Science and nature work in amazing ways and stomata breathing leaves have already made a humongous impression on botanists and plant fans. Keep reading to find a surprising video showing stomata breathing leaves in full spectrum.
What Are Stomata 'Breathing Leaves'?
Stomata is a scientific term used in the plant world to describe microscopic openings in the epidermis of plant leaves. Have you ever heard of it? If not, no worries, we're here to give you the 411 on stomata breathing leaves and everything you should know to fully understand.
Stomata, found in breathing leaves are the specialized pores or openings present in the epidermis of the plant's cells, which play a crucial role in gaseous exchange during the process of photosynthesis. What's the purpose of stomata in breathing leaves? We'll tell you below!
Video Showing a Time-Lapse Capture of Stomata
This video shows a time-lapse capture of Tradescantia spathacea leaf stoma responding to transient changes in CO2 levels and relative humidity.
Video credits: Dr. Douglas Clark. (Footage received an Honorable Mention in Nikon's 2020 Small World in Motion Competition).
The Early Origin of Stomata Breathing Leaves
Stomata date its origin and first description per se to the 19th century when it was discovered and vastly explored by plant scientists. But how plants' leaves pores carried CO2 throughout the entire plant has remained a mystery to this day.
Andrew Fleming, Professor of Plant Science at University of Sheffield:
"Until now, the way plants form their intricate patterns of air channels has remained surprisingly mysterious to plant scientists."
According to Andrew and a group of researchers, the discovery of stomata breathing leaves, which is utterly a major one, shows that the movement of air through leaves shapes their internal workings – which has implications for the way we think about evolution in plants.
The most impressive part and results were shown through X-ray imaging to create a 3D model of a plant leaf’s cellular structure. The incredible study allowed plant scientists to show up close how the formation and placement of the stomata drive airflow to the cells.
How Does Water Loss Happen Through Stomata?
Stomata make up only 3% of the leaf surface area, but most water loss happens through these openings due to the necessities of the photosynthesis gas exchange.
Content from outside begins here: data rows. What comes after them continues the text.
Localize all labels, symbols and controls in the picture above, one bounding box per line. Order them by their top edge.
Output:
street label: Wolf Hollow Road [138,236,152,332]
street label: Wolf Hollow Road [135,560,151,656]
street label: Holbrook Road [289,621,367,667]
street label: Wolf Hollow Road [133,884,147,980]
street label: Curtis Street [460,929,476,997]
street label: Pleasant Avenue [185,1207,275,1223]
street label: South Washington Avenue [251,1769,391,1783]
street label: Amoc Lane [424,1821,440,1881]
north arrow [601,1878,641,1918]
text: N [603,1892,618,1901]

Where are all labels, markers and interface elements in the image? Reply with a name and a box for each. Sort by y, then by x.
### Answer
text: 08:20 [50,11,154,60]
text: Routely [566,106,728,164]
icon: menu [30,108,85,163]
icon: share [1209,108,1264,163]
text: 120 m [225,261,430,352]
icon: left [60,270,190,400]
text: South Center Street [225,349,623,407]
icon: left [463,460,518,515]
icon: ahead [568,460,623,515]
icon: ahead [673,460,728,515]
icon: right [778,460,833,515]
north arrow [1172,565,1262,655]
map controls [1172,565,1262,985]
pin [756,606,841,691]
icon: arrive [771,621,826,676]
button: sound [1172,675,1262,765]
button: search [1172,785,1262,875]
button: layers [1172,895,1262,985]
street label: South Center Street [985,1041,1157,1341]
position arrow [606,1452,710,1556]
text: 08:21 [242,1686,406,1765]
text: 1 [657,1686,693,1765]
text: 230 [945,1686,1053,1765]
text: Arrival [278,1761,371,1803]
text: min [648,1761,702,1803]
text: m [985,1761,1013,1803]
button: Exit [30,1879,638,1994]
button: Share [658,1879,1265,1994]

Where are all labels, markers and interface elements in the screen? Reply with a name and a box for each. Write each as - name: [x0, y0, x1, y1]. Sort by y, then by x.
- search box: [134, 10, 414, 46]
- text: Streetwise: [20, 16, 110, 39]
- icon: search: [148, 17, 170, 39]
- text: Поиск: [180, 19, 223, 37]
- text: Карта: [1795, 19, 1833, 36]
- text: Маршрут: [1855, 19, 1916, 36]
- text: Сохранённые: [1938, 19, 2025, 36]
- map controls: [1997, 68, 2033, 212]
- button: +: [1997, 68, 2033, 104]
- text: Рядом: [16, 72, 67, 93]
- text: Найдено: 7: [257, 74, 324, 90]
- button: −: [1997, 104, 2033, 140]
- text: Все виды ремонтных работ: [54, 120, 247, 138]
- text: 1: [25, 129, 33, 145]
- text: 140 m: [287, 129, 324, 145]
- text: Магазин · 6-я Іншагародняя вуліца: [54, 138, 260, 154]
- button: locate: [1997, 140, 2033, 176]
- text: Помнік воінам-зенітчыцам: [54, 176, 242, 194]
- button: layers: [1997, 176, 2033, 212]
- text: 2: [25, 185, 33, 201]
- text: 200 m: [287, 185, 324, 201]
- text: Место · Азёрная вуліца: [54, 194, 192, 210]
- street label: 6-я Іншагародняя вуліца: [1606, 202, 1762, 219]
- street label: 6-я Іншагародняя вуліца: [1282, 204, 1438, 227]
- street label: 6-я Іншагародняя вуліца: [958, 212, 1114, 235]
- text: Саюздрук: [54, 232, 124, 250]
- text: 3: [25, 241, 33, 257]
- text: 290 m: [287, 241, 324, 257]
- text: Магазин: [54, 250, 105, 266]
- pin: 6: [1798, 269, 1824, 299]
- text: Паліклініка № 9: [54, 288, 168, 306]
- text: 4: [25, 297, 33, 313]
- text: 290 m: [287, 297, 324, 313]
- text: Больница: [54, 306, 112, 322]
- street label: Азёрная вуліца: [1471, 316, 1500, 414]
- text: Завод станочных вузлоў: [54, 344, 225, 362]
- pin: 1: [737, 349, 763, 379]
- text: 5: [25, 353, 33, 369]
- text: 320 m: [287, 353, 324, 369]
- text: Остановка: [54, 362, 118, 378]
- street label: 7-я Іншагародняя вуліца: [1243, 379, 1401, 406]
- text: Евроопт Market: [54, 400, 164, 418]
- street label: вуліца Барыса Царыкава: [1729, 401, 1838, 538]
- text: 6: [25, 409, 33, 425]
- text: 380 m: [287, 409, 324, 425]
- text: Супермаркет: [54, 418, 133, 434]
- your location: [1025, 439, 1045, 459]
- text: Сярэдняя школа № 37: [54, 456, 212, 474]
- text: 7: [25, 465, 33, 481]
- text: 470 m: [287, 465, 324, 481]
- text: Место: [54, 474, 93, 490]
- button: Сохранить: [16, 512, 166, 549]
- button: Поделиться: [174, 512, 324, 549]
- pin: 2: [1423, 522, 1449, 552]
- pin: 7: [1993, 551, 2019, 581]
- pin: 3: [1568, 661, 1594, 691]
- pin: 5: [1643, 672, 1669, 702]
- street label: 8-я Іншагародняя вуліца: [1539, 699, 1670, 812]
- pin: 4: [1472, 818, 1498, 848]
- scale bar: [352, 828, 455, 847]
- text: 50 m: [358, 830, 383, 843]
Stomatal transpiration accounts for around 80 - 90% of plants' total water content changes. According to plant scientists, one of the most interesting processes to watch is the water leaving the stomata which are converted into water vapor taking the latent heat and causing the reduction in leaf temperature.
However, plants reduce stomatal opening under drought to save water, thereby reducing CO2 exchange. When less water is available for the plants, dehydrated mesophyll cells release a phytohormone - abscisic acid - which causes the stomatal pores to close and reduce water loss.